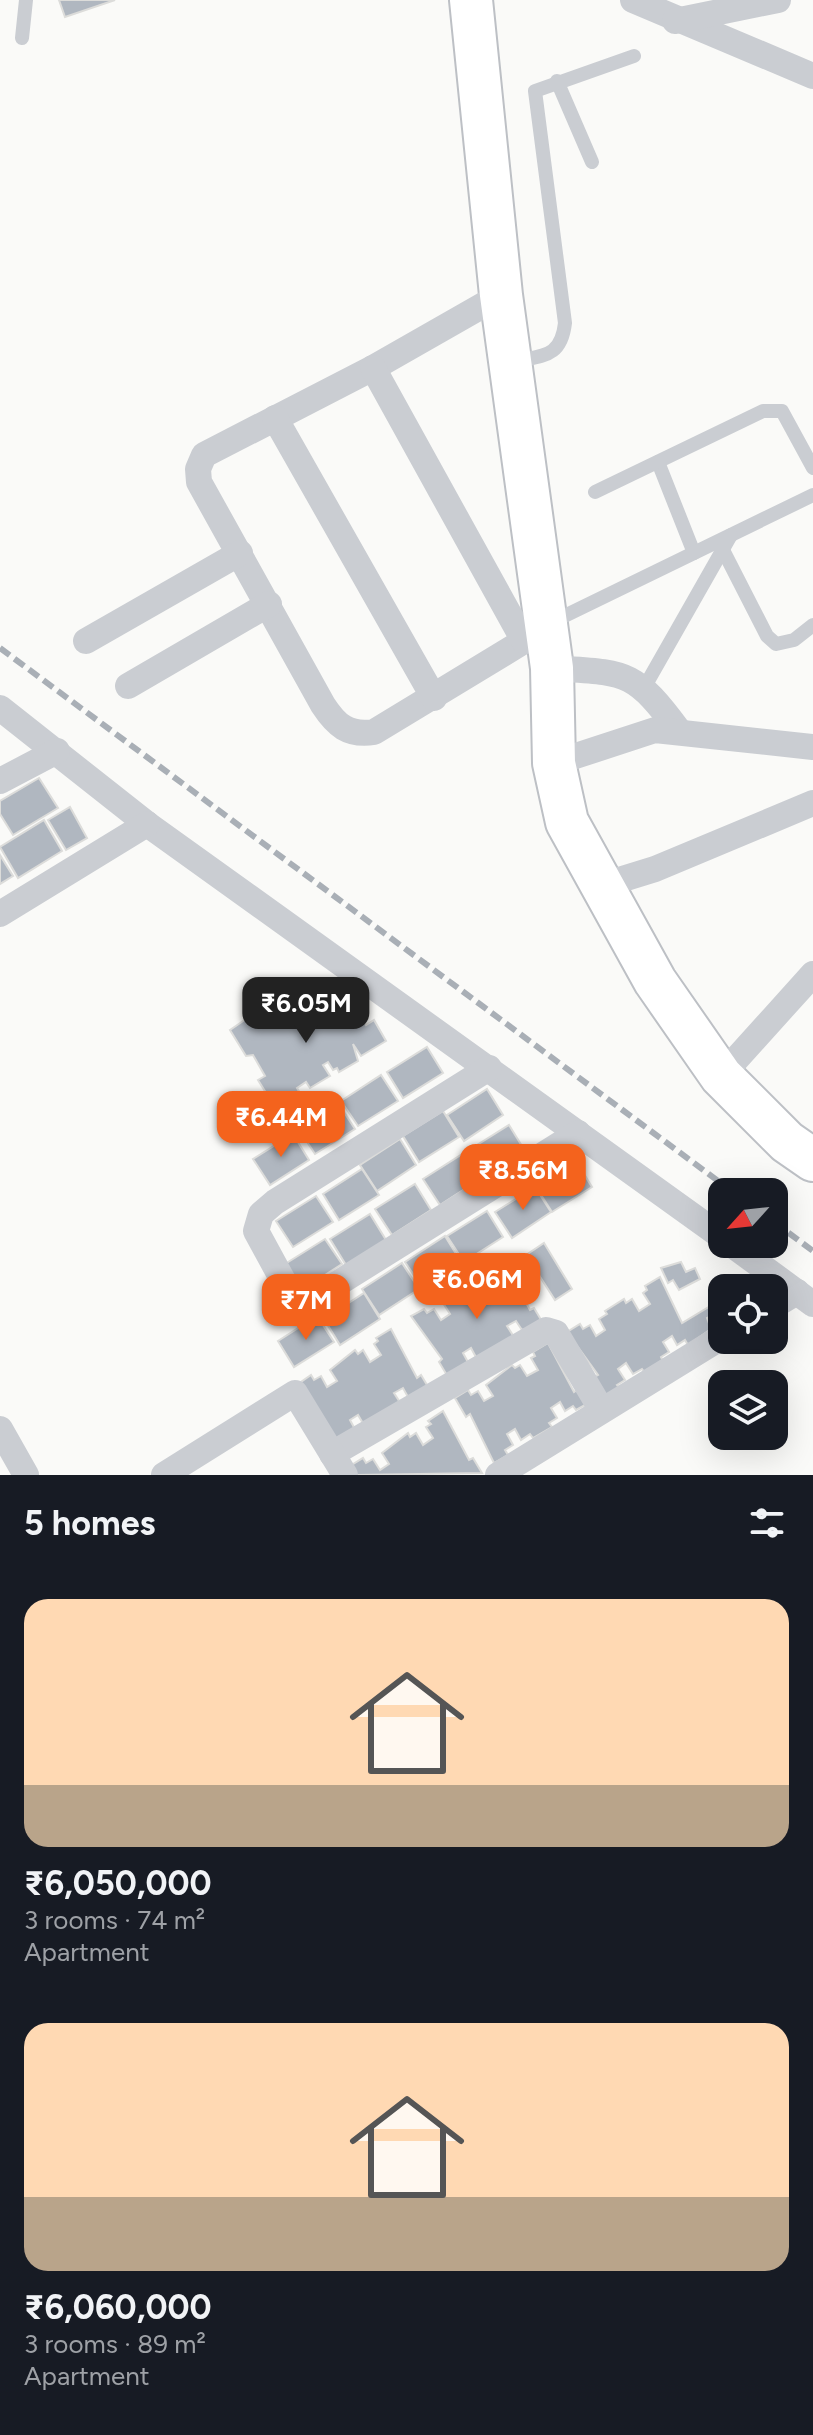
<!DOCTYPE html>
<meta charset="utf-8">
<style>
:root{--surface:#171b24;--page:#20242c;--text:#f1f3f6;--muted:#9ea1a6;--accent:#f4631d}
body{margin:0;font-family:Figtree,sans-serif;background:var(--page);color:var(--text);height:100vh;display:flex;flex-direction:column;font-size:30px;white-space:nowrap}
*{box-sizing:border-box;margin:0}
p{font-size:26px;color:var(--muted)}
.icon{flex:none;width:44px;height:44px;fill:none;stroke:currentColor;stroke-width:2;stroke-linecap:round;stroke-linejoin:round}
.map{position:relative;height:1475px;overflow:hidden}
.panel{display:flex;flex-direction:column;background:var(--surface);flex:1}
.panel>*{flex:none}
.needle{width:52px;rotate:243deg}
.controls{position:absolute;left:708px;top:1178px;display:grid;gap:16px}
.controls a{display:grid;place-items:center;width:80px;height:80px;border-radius:16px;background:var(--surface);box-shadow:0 8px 32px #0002;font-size:40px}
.price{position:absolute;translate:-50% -68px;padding:0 18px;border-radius:16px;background:var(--accent);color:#fff;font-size:26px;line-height:52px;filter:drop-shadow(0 2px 4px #0008)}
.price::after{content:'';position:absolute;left:50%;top:48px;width:24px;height:18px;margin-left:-12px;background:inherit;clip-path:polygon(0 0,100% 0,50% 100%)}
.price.current{background:#222;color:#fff}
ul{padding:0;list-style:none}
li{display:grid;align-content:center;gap:16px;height:424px;padding:0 24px}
li span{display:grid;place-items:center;height:248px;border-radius:24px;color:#555}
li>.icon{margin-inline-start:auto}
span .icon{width:144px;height:144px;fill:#fffc;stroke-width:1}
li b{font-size:34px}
h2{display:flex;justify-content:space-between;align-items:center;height:96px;padding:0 24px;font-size:34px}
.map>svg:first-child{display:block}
.building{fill:#b0b7c0;stroke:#dcdcda;stroke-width:2}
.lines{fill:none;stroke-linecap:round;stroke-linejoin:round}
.primary-casing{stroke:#bdc0c5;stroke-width:46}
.lane{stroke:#cacdd2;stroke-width:14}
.street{stroke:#cacdd2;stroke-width:26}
.primary{stroke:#fff;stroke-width:42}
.rail{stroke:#a9afb6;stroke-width:6;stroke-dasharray:12 6;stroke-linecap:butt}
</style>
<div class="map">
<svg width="813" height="1475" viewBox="0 0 813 1475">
<rect width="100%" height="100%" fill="#fafaf8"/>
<g class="building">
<polygon points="59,0 115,0 65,17"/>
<polygon points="39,778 58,808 13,835 0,814 0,801"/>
<polygon points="70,807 87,838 66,850 48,820"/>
<polygon points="44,820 62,851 18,878 0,847"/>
<polygon points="0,855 13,876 0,884"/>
<polygon points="323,992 327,998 332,995 338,1006 345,1002 351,1012 356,1008 366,1025 374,1020 386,1041 361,1056 353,1044 358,1061 339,1072 337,1068 333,1070 328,1062 323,1065 330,1076 310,1088 306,1082 297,1088 300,1093 280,1105 278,1101 273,1104 258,1080 265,1076 253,1055 246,1056 230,1030 249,1017 260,1026 273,1019 268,1011 275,1007 278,1012 282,1010 285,1015 288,1013 292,1020 310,1010 306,1002"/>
<polygon points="427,1047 443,1073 403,1098 387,1072"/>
<polygon points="381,1075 398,1101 358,1126 341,1101"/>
<polygon points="487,1089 503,1115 464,1141 447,1115"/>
<polygon points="338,1103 355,1129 315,1154 298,1128"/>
<polygon points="443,1111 459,1137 419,1162 403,1136"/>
<polygon points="509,1125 525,1151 486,1176 469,1150"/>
<polygon points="293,1134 309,1160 270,1185 253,1159"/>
<polygon points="400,1139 416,1165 377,1191 360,1165"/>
<polygon points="464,1153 480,1179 440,1205 423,1179"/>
<polygon points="576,1161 592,1187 552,1212 536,1187"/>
<polygon points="362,1169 379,1195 339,1220 323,1194"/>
<polygon points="415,1184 431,1210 392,1235 375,1209"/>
<polygon points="535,1187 551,1212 512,1238 495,1212"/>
<polygon points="316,1196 333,1222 293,1247 276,1221"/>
<polygon points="487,1211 503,1237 464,1262 447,1236"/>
<polygon points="370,1214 386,1240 346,1265 330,1239"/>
<polygon points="445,1236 461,1262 422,1287 405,1262"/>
<polygon points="325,1239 342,1264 302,1290 285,1264"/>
<polygon points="544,1243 572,1289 555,1300 526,1255"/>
<polygon points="504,1262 530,1310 534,1308 543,1323 522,1330 516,1321 507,1326 514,1337 477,1359 471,1348 463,1353 469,1364 451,1382 439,1362 442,1359 411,1316 424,1309 427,1313 434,1309 441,1320 450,1314 443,1303 468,1284 471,1287 476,1284 483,1295 494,1289 487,1277 491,1274 489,1271"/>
<polygon points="681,1262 686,1272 695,1268 700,1279 679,1290 673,1280 668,1283 661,1268"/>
<polygon points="402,1263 419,1289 379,1315 362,1289"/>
<polygon points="660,1277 682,1323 722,1299 722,1323 717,1313 707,1318 711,1329 688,1345 685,1340 677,1345 672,1336 663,1342 669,1352 661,1357 663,1361 645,1373 642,1369 633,1374 626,1363 618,1369 625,1380 617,1385 620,1389 606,1398 594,1377 598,1375 567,1332 580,1324 583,1329 590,1325 596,1336 605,1330 599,1319 607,1314 605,1311 624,1299 626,1303 632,1299 639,1311 650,1304 643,1293 647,1290 645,1286"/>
<polygon points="364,1293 380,1319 340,1345 324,1319"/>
<polygon points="317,1316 334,1342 294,1367 278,1341"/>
<polygon points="391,1329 417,1378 421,1375 430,1390 408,1397 403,1388 394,1393 401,1404 364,1425 358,1415 350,1420 356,1431 338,1449 298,1384 311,1375 314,1380 321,1376 327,1387 337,1381 330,1370 355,1350 358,1354 363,1350 370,1362 381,1355 374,1344 378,1341 376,1338"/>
<polygon points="548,1343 574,1392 577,1390 587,1404 576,1410 573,1406 565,1411 560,1402 551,1408 557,1418 549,1423 552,1427 533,1438 530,1434 521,1440 515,1429 507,1434 513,1445 505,1450 508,1455 494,1463 470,1414 466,1417 455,1398 468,1390 471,1395 478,1391 484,1401 493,1396 486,1385 512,1365 515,1368 520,1365 527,1376 538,1370 531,1358 535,1356 533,1352"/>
<polygon points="443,1411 469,1460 473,1458 482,1473 356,1475 350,1466 363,1458 366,1463 373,1459 380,1470 389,1464 382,1453 408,1433 410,1437 416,1433 423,1445 433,1438 426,1427 431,1424 428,1421"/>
</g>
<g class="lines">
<g class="primary-casing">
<polyline id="primary" points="471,0 501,295 552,668 554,763 567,822 655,981 721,1076 787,1142 813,1160"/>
</g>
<g class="lane">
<polyline points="22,38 26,0"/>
<polyline points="557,81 592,162"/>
<path d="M 514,362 C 543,355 561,358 565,323 L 535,91 L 634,56"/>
<polyline points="658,462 694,553"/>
<polyline points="595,492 763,411 782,411 813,468"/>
<polyline points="723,550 767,636 776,644 794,640 813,625"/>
<polyline points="550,623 813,495"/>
<polyline points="644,688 731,535"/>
</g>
<g class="street">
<polyline points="633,0 813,76"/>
<polyline points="675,21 778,0"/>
<path d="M 501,295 L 373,368 L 204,455 L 198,469 L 199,482 L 323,705 C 336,725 348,736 374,732 L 524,641 L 548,638"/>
<polyline points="373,368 524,641"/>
<polyline points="275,418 434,698"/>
<polyline points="86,641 240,553"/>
<path d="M 552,668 C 626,673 633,669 679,731"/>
<polyline points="128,686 269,604"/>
<polyline points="0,708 147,824 722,1237"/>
<polyline points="554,763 655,730 813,747"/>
<polyline points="0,781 57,751"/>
<polyline points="600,886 655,869 813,803"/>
<polyline points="0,914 147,824"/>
<polyline points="489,1068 275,1202 261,1214 256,1231 287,1288 299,1300 316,1297 578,1133"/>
<polyline points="721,1076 813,974"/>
<polyline points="731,1244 813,1304"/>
<polyline points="774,1306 797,1292"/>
<polyline points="0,1429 26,1475"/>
<polyline points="332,1454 546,1330 556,1333 601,1409"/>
<polyline points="164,1475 295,1393 345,1475"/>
<polyline points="498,1475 722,1337"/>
</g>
<use href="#primary" class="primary"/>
<g class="rail">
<polyline points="0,648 733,1192"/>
<polyline points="774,1222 813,1251"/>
</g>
</g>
</svg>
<div class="controls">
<a><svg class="needle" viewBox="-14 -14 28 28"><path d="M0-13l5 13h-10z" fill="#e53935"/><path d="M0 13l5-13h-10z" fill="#9ea1a6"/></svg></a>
<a><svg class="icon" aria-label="locate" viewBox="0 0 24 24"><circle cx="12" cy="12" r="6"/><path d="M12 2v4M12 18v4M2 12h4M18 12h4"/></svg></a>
<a><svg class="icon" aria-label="layers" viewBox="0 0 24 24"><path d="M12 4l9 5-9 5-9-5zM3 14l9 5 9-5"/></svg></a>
</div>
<b class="price current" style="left:306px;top:1045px">₹6.05M</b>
<b class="price" style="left:281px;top:1159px">₹6.44M</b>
<b class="price" style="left:523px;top:1212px">₹8.56M</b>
<b class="price" style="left:477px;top:1321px">₹6.06M</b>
<b class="price" style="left:306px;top:1342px">₹7M</b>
</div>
<section class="panel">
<h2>5 homes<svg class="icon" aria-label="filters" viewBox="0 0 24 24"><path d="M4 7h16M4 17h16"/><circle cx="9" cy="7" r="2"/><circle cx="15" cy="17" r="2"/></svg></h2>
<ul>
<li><span style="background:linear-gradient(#ffd9b3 75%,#b9a48a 0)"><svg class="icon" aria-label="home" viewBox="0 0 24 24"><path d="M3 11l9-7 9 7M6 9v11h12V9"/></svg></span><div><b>₹6,050,000</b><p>3 rooms · 74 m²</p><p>Apartment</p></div></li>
<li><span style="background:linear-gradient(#ffd9b3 70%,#b9a48a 0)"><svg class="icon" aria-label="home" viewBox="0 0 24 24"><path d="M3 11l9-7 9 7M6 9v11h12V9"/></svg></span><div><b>₹6,060,000</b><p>3 rooms · 89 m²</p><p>Apartment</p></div></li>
</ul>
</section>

━━━━━━━━━━━━━━━━

Gather each line of the listing containing the word "lines" and show it.

— Response to the exercise —
.lines{fill:none;stroke-linecap:round;stroke-linejoin:round}
<g class="lines">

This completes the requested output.